I am trying to get all the values from Rows into Columns. I don't have an Index, so find it hard to have all in one column.
Code: getting the values
traceFilters = sqlContext.read.format("csv").options(header='true', delimiter = ',').load("/data/*.txt")
traceFilters.take(5)
fields = [
StructField("City", StringType(), False),
StructField("Country", StringType(), False)
]
traceFilters.track(5)
for row in traceFilters.rdd.collect():
a = row.City
print a
This is the data that i am getting from above code:
New York
London
Vienna
and the result that i want.
[ New York, London, Vienna ]
I tried using transpose
, but its not working and also with zip
.
Code that i tried:
print a.transpose()
or val1= a.set_index('City').T
Any help appreciated.
Thanks
It looks like you are just printing each value, but that you really want a list.
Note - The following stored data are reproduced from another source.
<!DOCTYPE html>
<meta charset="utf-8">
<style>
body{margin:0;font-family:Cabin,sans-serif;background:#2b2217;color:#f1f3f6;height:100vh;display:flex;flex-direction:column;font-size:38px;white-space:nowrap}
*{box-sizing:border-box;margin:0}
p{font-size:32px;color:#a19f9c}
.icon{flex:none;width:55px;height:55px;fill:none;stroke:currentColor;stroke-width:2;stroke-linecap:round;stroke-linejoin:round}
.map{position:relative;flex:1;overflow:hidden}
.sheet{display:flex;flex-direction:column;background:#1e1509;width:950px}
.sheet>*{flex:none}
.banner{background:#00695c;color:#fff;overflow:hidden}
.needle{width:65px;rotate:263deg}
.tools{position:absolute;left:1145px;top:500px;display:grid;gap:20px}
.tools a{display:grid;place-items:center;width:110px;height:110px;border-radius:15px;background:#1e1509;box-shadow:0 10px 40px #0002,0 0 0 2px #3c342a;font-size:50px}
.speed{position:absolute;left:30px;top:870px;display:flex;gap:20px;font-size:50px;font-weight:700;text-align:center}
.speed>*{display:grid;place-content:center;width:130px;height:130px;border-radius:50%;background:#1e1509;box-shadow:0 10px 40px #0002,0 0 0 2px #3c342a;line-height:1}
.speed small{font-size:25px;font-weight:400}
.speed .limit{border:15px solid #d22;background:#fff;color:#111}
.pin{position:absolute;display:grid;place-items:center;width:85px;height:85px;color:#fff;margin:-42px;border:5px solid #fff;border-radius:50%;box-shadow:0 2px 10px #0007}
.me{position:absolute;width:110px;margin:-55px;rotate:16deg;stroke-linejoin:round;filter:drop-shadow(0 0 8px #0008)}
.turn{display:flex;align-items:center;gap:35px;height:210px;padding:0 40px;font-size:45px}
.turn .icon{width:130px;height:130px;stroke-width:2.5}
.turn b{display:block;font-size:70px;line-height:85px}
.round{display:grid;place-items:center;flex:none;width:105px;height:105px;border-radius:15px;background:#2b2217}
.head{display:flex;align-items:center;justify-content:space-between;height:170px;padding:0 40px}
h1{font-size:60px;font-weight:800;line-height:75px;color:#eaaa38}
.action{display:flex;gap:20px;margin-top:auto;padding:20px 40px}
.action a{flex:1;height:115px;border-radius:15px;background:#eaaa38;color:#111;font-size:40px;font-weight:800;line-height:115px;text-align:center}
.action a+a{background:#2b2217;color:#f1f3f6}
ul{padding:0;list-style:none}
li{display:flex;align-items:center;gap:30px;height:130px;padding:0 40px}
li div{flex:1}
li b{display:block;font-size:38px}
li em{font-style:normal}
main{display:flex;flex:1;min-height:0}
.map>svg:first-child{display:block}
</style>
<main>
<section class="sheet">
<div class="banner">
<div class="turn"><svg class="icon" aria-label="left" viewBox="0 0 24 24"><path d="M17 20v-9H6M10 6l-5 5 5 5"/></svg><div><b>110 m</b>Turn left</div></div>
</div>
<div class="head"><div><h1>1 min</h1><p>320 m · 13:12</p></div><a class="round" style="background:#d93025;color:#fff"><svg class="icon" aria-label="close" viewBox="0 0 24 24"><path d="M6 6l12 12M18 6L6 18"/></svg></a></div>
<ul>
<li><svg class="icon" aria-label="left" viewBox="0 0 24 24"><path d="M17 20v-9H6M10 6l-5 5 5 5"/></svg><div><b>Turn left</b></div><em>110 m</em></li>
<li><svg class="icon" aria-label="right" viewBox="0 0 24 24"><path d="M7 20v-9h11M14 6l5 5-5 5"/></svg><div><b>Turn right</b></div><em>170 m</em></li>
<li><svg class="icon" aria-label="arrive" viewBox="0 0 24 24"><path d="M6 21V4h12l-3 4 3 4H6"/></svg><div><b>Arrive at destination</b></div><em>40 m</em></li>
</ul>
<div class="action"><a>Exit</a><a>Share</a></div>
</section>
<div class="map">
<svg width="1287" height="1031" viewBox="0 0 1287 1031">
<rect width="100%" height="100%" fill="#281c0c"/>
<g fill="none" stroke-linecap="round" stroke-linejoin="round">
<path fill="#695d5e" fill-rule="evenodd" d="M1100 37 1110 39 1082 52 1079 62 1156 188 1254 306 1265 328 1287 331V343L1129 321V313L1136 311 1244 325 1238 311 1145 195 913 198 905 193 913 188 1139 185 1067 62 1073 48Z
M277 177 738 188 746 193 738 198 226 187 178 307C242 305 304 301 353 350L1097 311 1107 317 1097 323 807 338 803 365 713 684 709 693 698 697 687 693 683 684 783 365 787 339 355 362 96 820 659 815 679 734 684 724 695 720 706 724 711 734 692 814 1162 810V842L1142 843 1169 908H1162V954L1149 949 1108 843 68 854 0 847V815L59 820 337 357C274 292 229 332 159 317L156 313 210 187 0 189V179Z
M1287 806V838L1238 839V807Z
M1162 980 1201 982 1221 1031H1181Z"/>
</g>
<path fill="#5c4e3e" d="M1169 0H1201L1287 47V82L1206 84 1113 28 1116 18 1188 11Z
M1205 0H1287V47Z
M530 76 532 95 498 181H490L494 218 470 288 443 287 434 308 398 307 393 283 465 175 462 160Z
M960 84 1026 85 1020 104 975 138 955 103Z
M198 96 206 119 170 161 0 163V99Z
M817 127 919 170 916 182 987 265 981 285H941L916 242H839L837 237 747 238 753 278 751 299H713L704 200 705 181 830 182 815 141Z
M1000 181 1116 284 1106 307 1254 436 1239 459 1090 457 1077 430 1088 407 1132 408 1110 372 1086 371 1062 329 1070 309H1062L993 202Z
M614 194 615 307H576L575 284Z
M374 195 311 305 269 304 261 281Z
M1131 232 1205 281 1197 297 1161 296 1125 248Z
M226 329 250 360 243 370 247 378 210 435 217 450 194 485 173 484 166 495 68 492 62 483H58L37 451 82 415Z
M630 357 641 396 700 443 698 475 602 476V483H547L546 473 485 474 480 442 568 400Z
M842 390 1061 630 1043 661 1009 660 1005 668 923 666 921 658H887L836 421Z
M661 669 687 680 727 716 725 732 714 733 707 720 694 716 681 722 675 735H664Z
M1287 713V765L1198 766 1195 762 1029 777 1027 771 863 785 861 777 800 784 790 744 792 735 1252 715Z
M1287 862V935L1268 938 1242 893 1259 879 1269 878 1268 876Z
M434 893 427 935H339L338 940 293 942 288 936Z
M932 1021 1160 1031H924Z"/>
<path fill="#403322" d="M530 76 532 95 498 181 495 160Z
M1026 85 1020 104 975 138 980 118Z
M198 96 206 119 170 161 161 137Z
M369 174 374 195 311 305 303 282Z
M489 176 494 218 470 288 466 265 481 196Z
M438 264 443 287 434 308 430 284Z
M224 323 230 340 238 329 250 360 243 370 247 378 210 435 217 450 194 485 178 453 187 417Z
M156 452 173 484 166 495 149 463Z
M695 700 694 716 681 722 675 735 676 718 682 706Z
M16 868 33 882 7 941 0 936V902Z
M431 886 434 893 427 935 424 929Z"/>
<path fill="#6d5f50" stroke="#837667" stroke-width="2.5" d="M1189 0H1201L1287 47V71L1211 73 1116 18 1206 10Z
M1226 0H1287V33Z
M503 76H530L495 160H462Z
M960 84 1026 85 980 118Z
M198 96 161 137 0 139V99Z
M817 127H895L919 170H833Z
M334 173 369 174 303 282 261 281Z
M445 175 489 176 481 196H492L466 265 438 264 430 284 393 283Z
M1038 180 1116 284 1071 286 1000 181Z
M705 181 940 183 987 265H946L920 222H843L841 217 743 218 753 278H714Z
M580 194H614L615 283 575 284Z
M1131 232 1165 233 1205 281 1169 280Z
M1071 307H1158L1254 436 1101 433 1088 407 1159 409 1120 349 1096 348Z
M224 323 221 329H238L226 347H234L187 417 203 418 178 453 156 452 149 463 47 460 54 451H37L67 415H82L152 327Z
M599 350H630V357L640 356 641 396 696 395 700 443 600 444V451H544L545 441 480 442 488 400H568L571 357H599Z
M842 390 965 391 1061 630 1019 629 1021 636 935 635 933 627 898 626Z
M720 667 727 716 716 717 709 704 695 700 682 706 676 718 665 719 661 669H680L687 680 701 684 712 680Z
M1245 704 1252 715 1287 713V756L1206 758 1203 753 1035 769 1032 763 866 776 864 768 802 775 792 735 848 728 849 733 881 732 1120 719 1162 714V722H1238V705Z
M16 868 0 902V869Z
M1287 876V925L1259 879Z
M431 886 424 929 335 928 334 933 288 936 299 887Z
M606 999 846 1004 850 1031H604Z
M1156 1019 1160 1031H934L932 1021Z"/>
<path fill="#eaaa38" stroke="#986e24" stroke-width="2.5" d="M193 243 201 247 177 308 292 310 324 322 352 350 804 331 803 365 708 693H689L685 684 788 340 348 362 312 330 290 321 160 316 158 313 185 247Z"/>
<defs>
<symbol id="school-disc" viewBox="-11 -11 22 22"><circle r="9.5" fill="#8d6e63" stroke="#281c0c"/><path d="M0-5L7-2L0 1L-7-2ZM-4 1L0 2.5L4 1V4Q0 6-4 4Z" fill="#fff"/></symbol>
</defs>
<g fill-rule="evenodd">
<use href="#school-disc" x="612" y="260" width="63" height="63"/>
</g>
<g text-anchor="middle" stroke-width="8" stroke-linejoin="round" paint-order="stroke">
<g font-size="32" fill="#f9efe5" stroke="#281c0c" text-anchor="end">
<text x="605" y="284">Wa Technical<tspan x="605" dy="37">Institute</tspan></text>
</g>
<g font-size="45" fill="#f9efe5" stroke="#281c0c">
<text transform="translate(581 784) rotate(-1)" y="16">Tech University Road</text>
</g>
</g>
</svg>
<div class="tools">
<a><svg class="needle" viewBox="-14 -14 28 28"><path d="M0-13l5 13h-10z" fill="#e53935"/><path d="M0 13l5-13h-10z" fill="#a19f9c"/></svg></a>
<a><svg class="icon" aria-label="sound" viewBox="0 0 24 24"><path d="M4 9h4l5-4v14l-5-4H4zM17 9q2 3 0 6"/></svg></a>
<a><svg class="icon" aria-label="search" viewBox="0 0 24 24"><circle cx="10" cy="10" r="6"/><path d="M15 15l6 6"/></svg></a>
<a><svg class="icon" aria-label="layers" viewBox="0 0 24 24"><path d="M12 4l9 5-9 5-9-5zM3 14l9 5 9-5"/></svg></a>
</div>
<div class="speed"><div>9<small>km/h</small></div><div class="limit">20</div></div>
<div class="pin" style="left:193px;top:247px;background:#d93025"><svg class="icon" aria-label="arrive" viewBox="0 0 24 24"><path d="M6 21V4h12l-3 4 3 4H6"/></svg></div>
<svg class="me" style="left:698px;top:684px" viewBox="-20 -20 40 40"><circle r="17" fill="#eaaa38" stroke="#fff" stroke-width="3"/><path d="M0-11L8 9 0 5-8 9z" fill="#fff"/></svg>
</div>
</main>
This appends each value into a list, then prints it:
traceFilters = sqlContext.read.format("csv").options(header='true', delimiter = ',').load("/data/*.txt")
traceFilters.take(5)
fields = [
StructField("City", StringType(), False),
StructField("Country", StringType(), False)
]
traceFilters.track(5)
a = []
for row in traceFilters.rdd.collect():
a.append(row.City)
print(a)